Since the end of the second quarter, we've also begun top-hole drilling on the 4-well Lily drilling pad. These wells should be completed and on production by the end of the year with an average length -- average lateral length of 5,200 feet. In September, we plan to commence top-hole drilling operations on the 4-well Addison pad with horizontal drilling to commence in November. These wells will have an average lateral of 5,200 feet and are scheduled to be completed and on production in April 2013. Based on the drilling activity I've just described, we would expect to have 34 operated producing wells on sales at year-end 2012 with the 4 Lily wells scheduled to be on production in early January 2013.

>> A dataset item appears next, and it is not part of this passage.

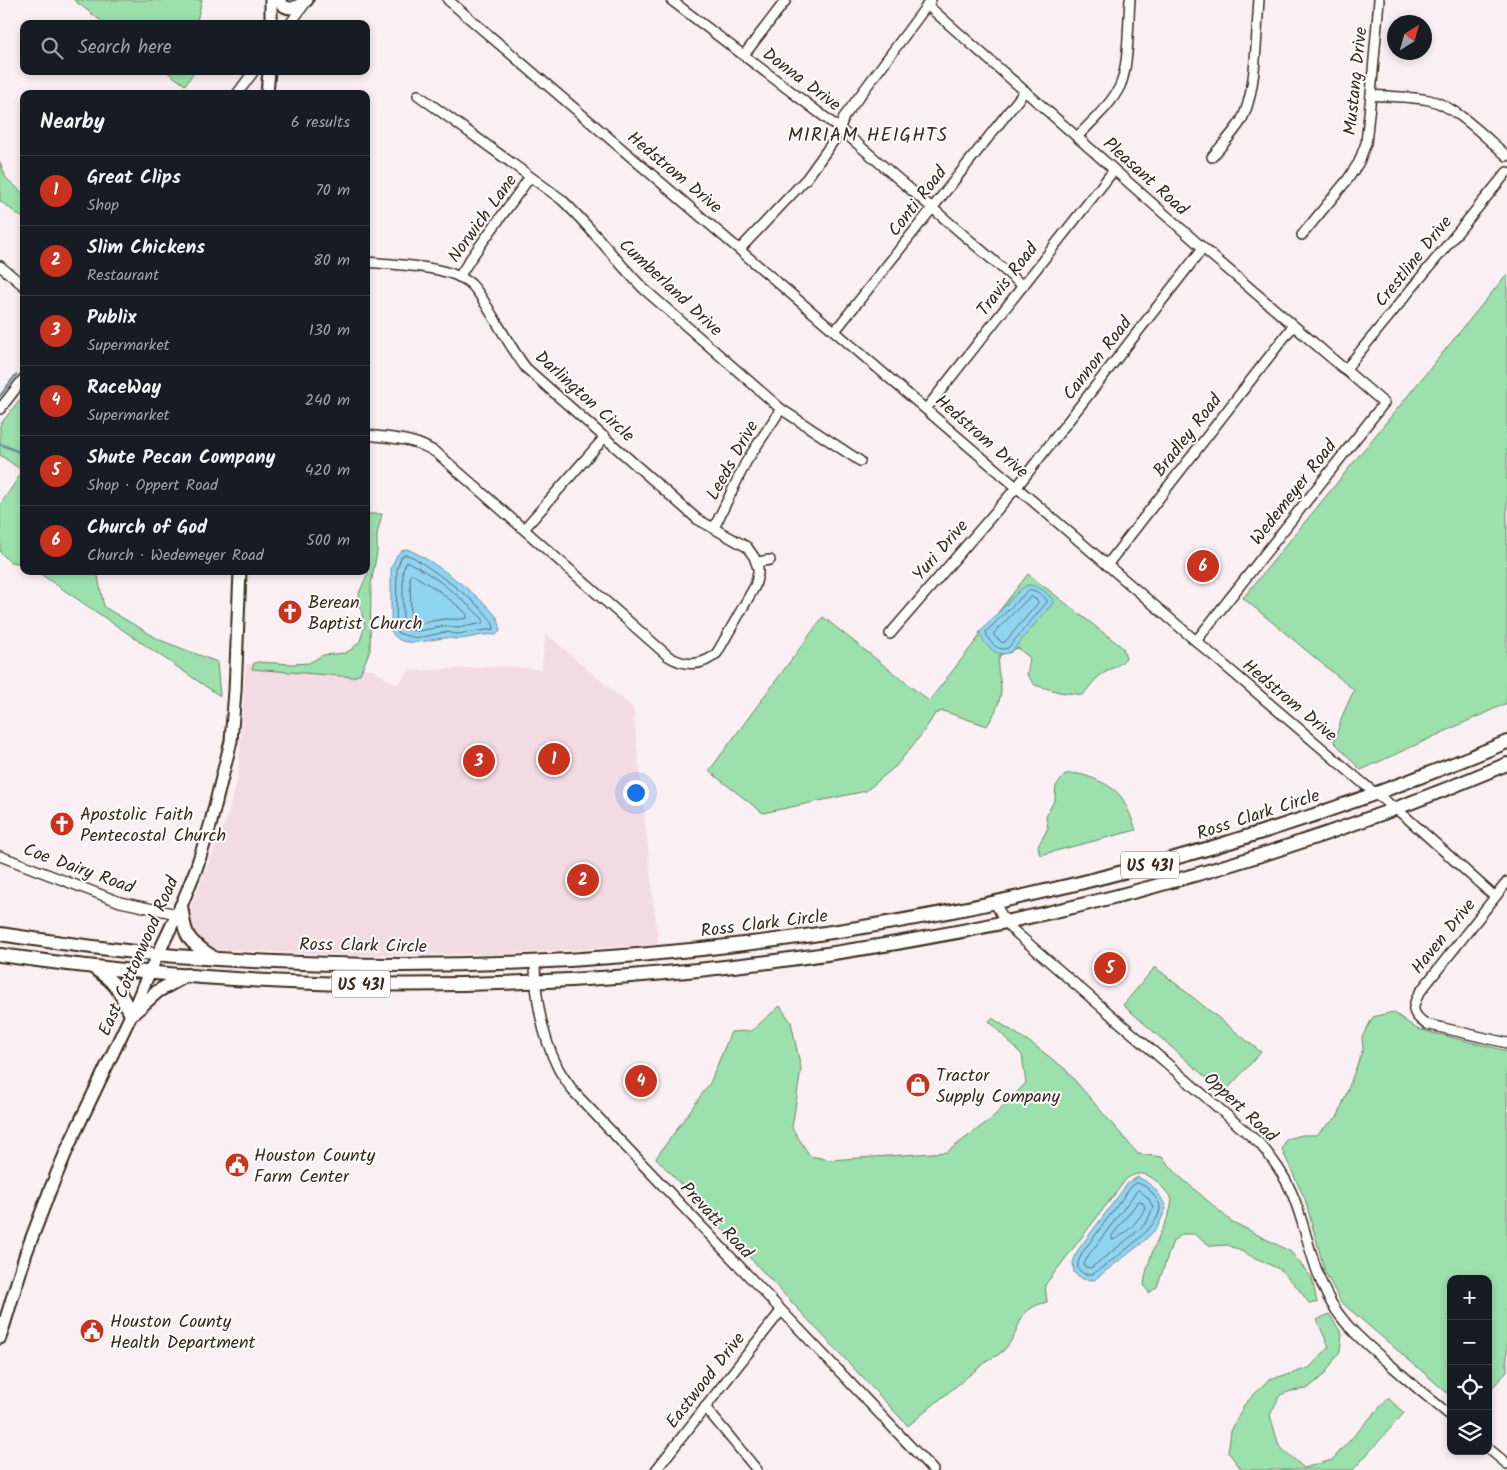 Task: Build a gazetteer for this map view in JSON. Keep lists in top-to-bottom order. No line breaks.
{"streets":{"highway":["Ross Clark Circle","US 431"],"main road":["East Cottonwood Road"],"street":["Donna Drive","Mustang Drive","Hedstrom Drive","Pleasant Road","Conti Road","Norwich Lane","Crestline Drive","Travis Road","Cumberland Drive","Cannon Road","Darlington Circle","Bradley Road","Leeds Drive","Wedemeyer Road","Yuri Drive","Coe Dairy Road","Haven Drive","Oppert Road","Prevatt Road","Eastwood Drive"]},"crossings":[["Donna Drive","Conti Road"],["Donna Drive","Travis Road"],["Hedstrom Drive","Conti Road"],["Hedstrom Drive","Travis Road"],["Hedstrom Drive","Cannon Road"],["Hedstrom Drive","Bradley Road"],["Hedstrom Drive","Wedemeyer Road"],["Hedstrom Drive","Yuri Drive"],["Hedstrom Drive","Ross Clark Circle"],["Hedstrom Drive","US 431"],["Hedstrom Drive","Haven Drive"],["Pleasant Road","Conti Road"],["Pleasant Road","Crestline Drive"],["Pleasant Road","Travis Road"],["Pleasant Road","Cannon Road"],["Pleasant Road","Bradley Road"],["Pleasant Road","Wedemeyer Road"],["Norwich Lane","Cumberland Drive"],["Norwich Lane","Darlington Circle"],["Crestline Drive","Wedemeyer Road"],["Cumberland Drive","Leeds Drive"],["Cannon Road","Yuri Drive"],["Darlington Circle","Leeds Drive"],["Ross Clark Circle","East Cottonwood Road"],["Ross Clark Circle","Oppert Road"],["Ross Clark Circle","Prevatt Road"],["US 431","East Cottonwood Road"],["US 431","Oppert Road"],["US 431","Prevatt Road"],["Coe Dairy Road","East Cottonwood Road"],["Prevatt Road","Eastwood Drive"]],"districts":["MIRIAM HEIGHTS"],"places":{"church":["Berean Baptist Church","Apostolic Faith Pentecostal Church"],"shop":["Tractor Supply Company"],"public building":["Houston County Farm Center","Houston County Health Department"]},"north":"top right","page":{"search":"Search here","heading":["Nearby","6 results"],"list":[{"mark":"1","name":"Great Clips","note":"Shop","value":"70 m"},{"mark":"2","name":"Slim Chickens","note":"Restaurant","value":"80 m"},{"mark":"3","name":"Publix","note":"Supermarket","value":"130 m"},{"mark":"4","name":"RaceWay","note":"Supermarket","value":"240 m"},{"mark":"5","name":"Shute Pecan Company","note":"Shop · Oppert Road","value":"420 m"},{"mark":"6","name":"Church of God","note":"Church · Wedemeyer Road","value":"500 m"}],"pins":["6","1","3","2","5","4"],"map_buttons":["+","−"]}}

Now a quick update on our nonoperated Marcellus wells. In Marshall County, we participated in 1 additional nonoperated well in the second quarter. We now have a total of 4 nonoperated wells on production in that county. We have a 21.4% working interest in these nonop wells with an average lateral length of about 4,200 feet. All 4 wells are on production and are producing at expected rates for the area. In Butler County, Pennsylvania, we have a 19.2% nonoperated working interest in 7 producing wells operated by Rex. No additional wells are planned from that pad.

Looking at East Texas. We are continuing to defer any new drilling or significant workover and recompletion activity in the Hilltop area due to continued low natural gas prices. Almost all of the zones we have produced so far in East Texas are strictly dry gas and the economics are so much more compelling in the Marcellus that we're going to keep our spending focus there for the foreseeable future. As we've said in previous calls, we will continue to monitor the results of wells being drilled and completed by EnCana and EOG, targeting oil formations near our acreage. But we currently have no plans for drilling and exploration oil well test this year.

Regarding our Mid-Continent activity. We are continuing to build a lease position in our Mid-Continent oil play. We added about 4,000 acres during the second quarter. And at quarter end, we held approximately 20,300 gross or 9,900 net acres. Since the quarter end, we have increased our acreage position to 22,500 gross or 11,250 net acres. Our target within this initial area is approximately 25,000 gross acres.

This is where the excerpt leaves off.